Intanto, «a una decina di metri dal negozio Cospalat» continua il sindaco, che dichiara di voler rispondere ad una provocazione con un'altra provocazione «aprirà un mini market che venderà generi simili a quelli dello spaccio, dove c'era la vecchia ferramenta». Maurmair auspica che «il consigliere della Cospalat possa ricondurre l'episodio ad un'esternazione di un momento e che si possa riaprire l'attività».

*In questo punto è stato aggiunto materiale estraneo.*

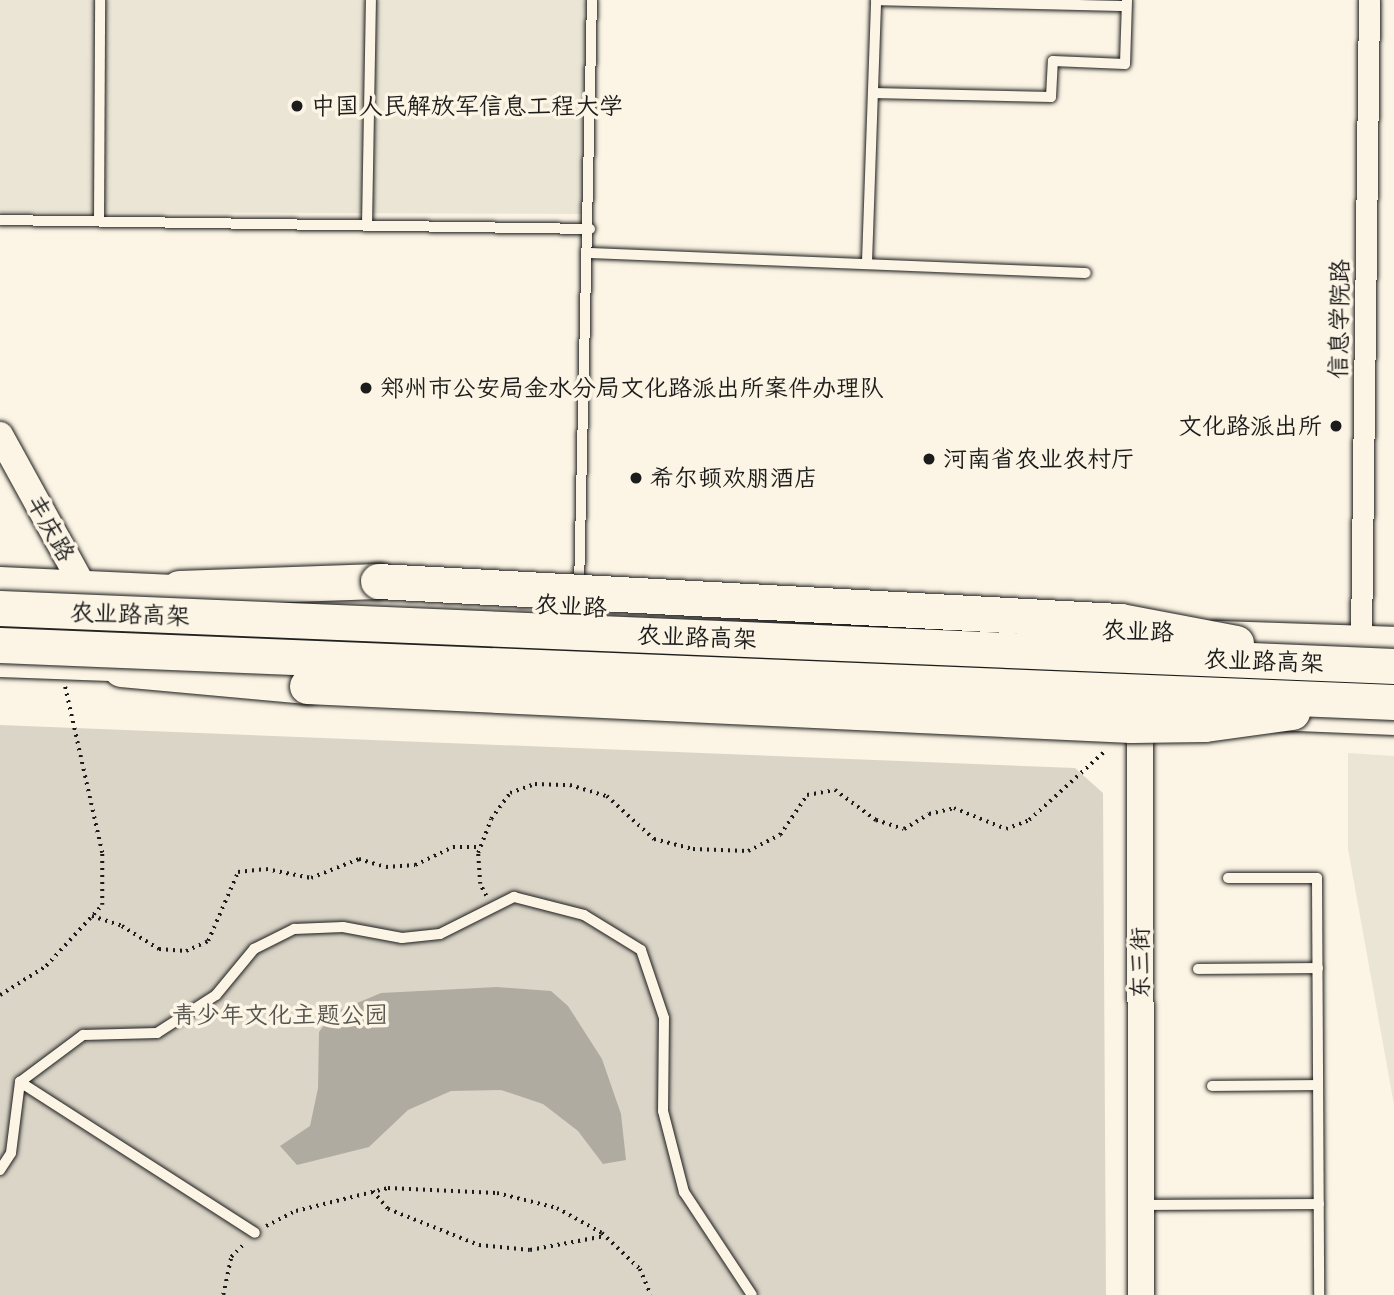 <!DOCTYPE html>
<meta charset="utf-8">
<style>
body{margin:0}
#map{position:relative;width:1394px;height:1295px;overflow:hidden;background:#fcf5e5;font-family:"Patrick Hand","LXGW WenKai TC",sans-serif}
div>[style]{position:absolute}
.built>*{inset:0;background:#ebe5d6}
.green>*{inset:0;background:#dbd5c8}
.water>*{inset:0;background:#b0aba1}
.path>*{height:3.5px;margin-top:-1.75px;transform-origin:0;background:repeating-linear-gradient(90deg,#1c1c1c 0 2px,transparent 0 7px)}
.roads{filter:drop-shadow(0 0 2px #1c1c1c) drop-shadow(0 0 2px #1c1c1c)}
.service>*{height:10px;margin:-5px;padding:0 5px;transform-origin:5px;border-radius:5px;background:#fcf5e5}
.minor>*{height:21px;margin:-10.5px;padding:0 10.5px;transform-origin:10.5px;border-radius:10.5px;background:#fcf5e5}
.tertiary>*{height:26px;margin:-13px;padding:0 13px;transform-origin:13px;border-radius:13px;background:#fcf5e5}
.trunk>*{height:35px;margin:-17.5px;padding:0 17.5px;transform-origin:17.5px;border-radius:17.5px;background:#fcf5e5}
.bridges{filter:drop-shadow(0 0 2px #1c1c1c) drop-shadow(0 0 2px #1c1c1c)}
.trunk-bridge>*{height:35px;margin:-17.5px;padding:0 17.5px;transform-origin:17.5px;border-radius:17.5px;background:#fcf5e5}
.dots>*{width:19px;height:19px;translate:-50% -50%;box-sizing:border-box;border:4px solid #fcf5e5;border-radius:50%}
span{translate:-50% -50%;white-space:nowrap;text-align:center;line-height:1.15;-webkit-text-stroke:7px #fcf5e5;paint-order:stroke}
.poi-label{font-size:24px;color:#1c1c1c}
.left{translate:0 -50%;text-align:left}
.right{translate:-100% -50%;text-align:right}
.street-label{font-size:24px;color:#1c1c1c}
.park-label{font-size:24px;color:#555450}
</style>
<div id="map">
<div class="built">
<i style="clip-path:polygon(0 0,594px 0,593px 214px,0 212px)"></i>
<i style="clip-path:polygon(1348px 753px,1394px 756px,1394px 1105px,1348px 849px)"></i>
</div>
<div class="green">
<i style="clip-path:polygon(0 725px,1075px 768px,1103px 793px,1106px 1295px,0 1295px)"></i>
</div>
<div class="water">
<i style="clip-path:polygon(497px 987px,551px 991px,568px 1006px,602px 1059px,621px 1114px,626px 1160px,603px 1164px,578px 1131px,543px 1104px,501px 1090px,451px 1091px,408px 1110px,369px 1147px,297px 1165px,280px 1146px,310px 1126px,318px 1088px,319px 1032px,333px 1013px,381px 993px)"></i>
</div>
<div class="path">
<i style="left:486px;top:896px;width:13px;rotate:-117deg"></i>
<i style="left:480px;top:884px;width:31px;rotate:-94deg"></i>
<i style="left:478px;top:853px;width:36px;rotate:-69deg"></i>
<i style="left:491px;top:819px;width:32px;rotate:-54deg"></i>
<i style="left:510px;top:793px;width:27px;rotate:-20deg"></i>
<i style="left:535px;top:784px;width:35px;rotate:2deg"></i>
<i style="left:570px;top:785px;width:39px;rotate:17deg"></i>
<i style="left:607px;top:796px;width:64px;rotate:42.5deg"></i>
<i style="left:654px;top:839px;width:40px;rotate:14.4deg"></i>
<i style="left:693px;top:849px;width:55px;rotate:2.1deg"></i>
<i style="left:748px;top:851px;width:36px;rotate:-27deg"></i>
<i style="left:780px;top:835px;width:48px;rotate:-56deg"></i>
<i style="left:807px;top:795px;width:28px;rotate:-10deg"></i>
<i style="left:835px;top:790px;width:51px;rotate:36.2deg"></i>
<i style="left:876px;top:820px;width:29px;rotate:18deg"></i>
<i style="left:904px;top:829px;width:29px;rotate:-31deg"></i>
<i style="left:929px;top:814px;width:26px;rotate:-13deg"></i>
<i style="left:954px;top:808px;width:56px;rotate:22deg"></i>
<i style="left:1006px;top:829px;width:25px;rotate:-21deg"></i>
<i style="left:1029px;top:820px;width:103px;rotate:-42.2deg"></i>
<i style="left:92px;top:916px;width:32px;rotate:18deg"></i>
<i style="left:122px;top:926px;width:44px;rotate:31.9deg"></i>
<i style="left:159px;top:949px;width:27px;rotate:4deg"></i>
<i style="left:186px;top:951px;width:24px;rotate:-24deg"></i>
<i style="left:208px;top:941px;width:75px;rotate:-66.5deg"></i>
<i style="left:238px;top:872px;width:28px;rotate:-6deg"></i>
<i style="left:266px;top:869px;width:46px;rotate:11.3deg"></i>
<i style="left:311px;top:878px;width:52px;rotate:-21.6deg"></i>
<i style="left:359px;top:859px;width:28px;rotate:17deg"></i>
<i style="left:386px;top:867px;width:29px;rotate:-4deg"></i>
<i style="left:415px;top:865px;width:42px;rotate:-25.3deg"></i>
<i style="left:453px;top:847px;width:25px"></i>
<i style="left:0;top:995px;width:54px;rotate:-32.2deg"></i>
<i style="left:46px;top:966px;width:83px;rotate:-47.4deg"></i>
<i style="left:102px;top:905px;width:52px;rotate:-90deg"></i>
<i style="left:102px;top:853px;width:170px;rotate:-102.6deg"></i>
<i style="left:373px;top:1191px;width:23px;rotate:50deg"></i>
<i style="left:388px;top:1209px;width:98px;rotate:21.6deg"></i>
<i style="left:479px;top:1245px;width:51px;rotate:5.6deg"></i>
<i style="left:530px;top:1250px;width:76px;rotate:-10.6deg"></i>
<i style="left:266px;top:1226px;width:34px;rotate:-27deg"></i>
<i style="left:296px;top:1211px;width:95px;rotate:-14deg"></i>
<i style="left:388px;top:1188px;width:109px;rotate:2.6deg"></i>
<i style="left:497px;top:1193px;width:62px;rotate:14deg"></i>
<i style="left:557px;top:1208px;width:51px;rotate:29.1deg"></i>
<i style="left:602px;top:1233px;width:52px;rotate:43.5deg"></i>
<i style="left:640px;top:1269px;width:28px;rotate:67deg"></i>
<i style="left:223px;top:1295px;width:39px;rotate:-78deg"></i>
<i style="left:231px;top:1257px;width:18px;rotate:-45deg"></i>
</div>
<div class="roads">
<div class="service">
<i style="left:876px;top:0;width:250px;rotate:1.4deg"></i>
<i style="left:873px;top:93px;width:178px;rotate:1.3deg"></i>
<i style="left:1051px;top:97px;width:36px;rotate:-87deg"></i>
<i style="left:1053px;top:61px;width:72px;rotate:2.4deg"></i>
<i style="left:1125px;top:64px;width:64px;rotate:-88.2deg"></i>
<i style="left:0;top:220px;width:590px;rotate:0.87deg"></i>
<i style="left:99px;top:220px;width:220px;rotate:-89.7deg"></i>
<i style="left:367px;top:226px;width:226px;rotate:-89deg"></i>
<i style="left:589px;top:253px;width:497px;rotate:2.3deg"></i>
<i style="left:867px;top:262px;width:262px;rotate:-88deg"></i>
<i style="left:579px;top:589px;width:589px;rotate:-88.74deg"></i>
<i style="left:1228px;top:878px;width:89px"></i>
<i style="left:1317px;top:878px;width:417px;rotate:89.7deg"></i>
<i style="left:1198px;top:969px;width:120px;rotate:-0.5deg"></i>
<i style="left:20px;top:1082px;width:279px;rotate:32.7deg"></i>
<i style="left:1212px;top:1086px;width:106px;rotate:-0.5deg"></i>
<i style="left:0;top:1170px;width:20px;rotate:-57deg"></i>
<i style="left:11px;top:1153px;width:72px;rotate:-82.8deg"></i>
<i style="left:20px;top:1082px;width:79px;rotate:-36.7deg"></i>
<i style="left:83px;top:1035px;width:74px;rotate:-1.5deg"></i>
<i style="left:157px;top:1033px;width:70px;rotate:-32.8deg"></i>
<i style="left:216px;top:995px;width:60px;rotate:-50.4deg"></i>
<i style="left:254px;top:949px;width:45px;rotate:-26.6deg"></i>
<i style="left:294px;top:929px;width:49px;rotate:-2.3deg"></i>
<i style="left:343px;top:927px;width:60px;rotate:10.6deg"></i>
<i style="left:402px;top:938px;width:38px;rotate:-6deg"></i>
<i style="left:440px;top:934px;width:83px;rotate:-26.6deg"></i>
<i style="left:514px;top:897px;width:72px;rotate:14.4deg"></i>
<i style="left:584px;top:915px;width:67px;rotate:31.6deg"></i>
<i style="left:641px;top:950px;width:72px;rotate:71.3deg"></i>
<i style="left:664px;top:1018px;width:93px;rotate:90.6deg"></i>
<i style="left:663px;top:1111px;width:84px;rotate:75.5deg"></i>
<i style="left:684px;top:1192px;width:123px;rotate:56.6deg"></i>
<i style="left:1141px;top:1205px;width:178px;rotate:-0.3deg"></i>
</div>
<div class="minor">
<i style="left:1361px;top:639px;width:639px;rotate:-89.28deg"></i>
</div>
<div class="tertiary">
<i style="left:0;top:435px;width:170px;rotate:61.2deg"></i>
<i style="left:0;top:580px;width:196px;rotate:2.6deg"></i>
<i style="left:1217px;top:634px;width:177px;rotate:1.9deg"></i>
<i style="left:0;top:664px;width:138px;rotate:2.1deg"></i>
<i style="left:1140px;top:709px;width:586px;rotate:89.9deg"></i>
<i style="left:1275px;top:717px;width:119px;rotate:2.4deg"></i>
</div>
<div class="trunk">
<i style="left:179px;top:588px;width:199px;rotate:-2deg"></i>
<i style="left:121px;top:669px;width:187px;rotate:5.2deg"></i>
</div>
</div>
<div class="bridges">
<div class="trunk-bridge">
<i style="left:378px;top:581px;width:743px;rotate:3.09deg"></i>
<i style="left:1120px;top:621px;width:118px;rotate:10.7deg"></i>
<i style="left:0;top:608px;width:1395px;rotate:2.38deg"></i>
<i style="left:0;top:645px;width:1395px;rotate:2.34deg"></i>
<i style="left:307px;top:686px;width:825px;rotate:2.71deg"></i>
<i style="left:1131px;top:725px;width:74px;rotate:-0.8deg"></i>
<i style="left:1205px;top:724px;width:88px;rotate:-7.9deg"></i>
</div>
</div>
<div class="dots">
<i style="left:297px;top:106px;background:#1c1c1c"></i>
<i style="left:366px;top:388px;background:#1c1c1c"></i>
<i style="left:1336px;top:426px;background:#1c1c1c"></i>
<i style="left:929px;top:459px;background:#1c1c1c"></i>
<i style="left:636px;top:478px;background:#1c1c1c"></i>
</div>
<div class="poi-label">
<span class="left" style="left:311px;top:106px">中国人民解放军信息工程大学</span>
<span class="left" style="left:380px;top:388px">郑州市公安局金水分局文化路派出所案件办理队</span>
<span class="right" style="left:1322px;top:426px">文化路派出所</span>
<span class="left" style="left:943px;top:459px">河南省农业农村厅</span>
<span class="left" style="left:650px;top:478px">希尔顿欢朋酒店</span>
</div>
<div class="street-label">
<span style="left:1339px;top:319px;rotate:-89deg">信息学院路</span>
<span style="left:51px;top:528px;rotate:61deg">丰庆路</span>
<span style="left:571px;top:606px;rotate:3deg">农业路</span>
<span style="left:130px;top:614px;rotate:2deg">农业路高架</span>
<span style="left:1138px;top:631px;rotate:2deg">农业路</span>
<span style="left:697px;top:637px;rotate:2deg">农业路高架</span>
<span style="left:1264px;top:661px;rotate:2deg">农业路高架</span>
<span style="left:1140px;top:963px;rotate:-90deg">东三街</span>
</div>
<div class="park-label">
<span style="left:280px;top:1015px">青少年文化主题公园</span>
</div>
</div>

Cosa dicono gli ex dipendenti


Proprio da parte di alcune ex dipendenti sono arrivate, nelle scorse ore, parole inaspettate nei confronti del sindaco: «Nulla da recriminare in fatto di stipendi o temperature dei locali. Esprimiamo rabbia per il poco senso di responsabilità e per certi modi di agire che abbiamo visto in più occasioni nel corso degli anni. Alcune di noi hanno dovuto sobbarcarsi, con non pochi sacrifici, il funzionamento del punto vendita del Suo comune andando a creare non pochi disagi organizzativi negli altri nostri negozi. Se qualcuno si è sentito chiamato in causa evidentemente la coda di paglia ce l'ha». «È curioso rilevare - proseguono - come un amministratore piuttosto che valutare in modo serio la questione confrontandosi e informandosi si lasci andare ad esternazioni non degne del ruolo che ricopre e figlie del sentito dire. Compito di un amministratore sarebbe quello di esprimere preoccupazione e solidarietà per la chiusura di un'attività che va ad impoverire il proprio territorio comunale e non quello di dar adito ad insinuazioni da quattro soldi. La concorrenza è una cosa sana che non ci ha mai spaventato anzi ci ha sempre stimolato a far meglio», concludono le dipendenti. Una precisa che «da addetta in forza alla Cospalat da diversi anni, non mi sono minimamente sentita presa in causa da quanto scritto nel cartello».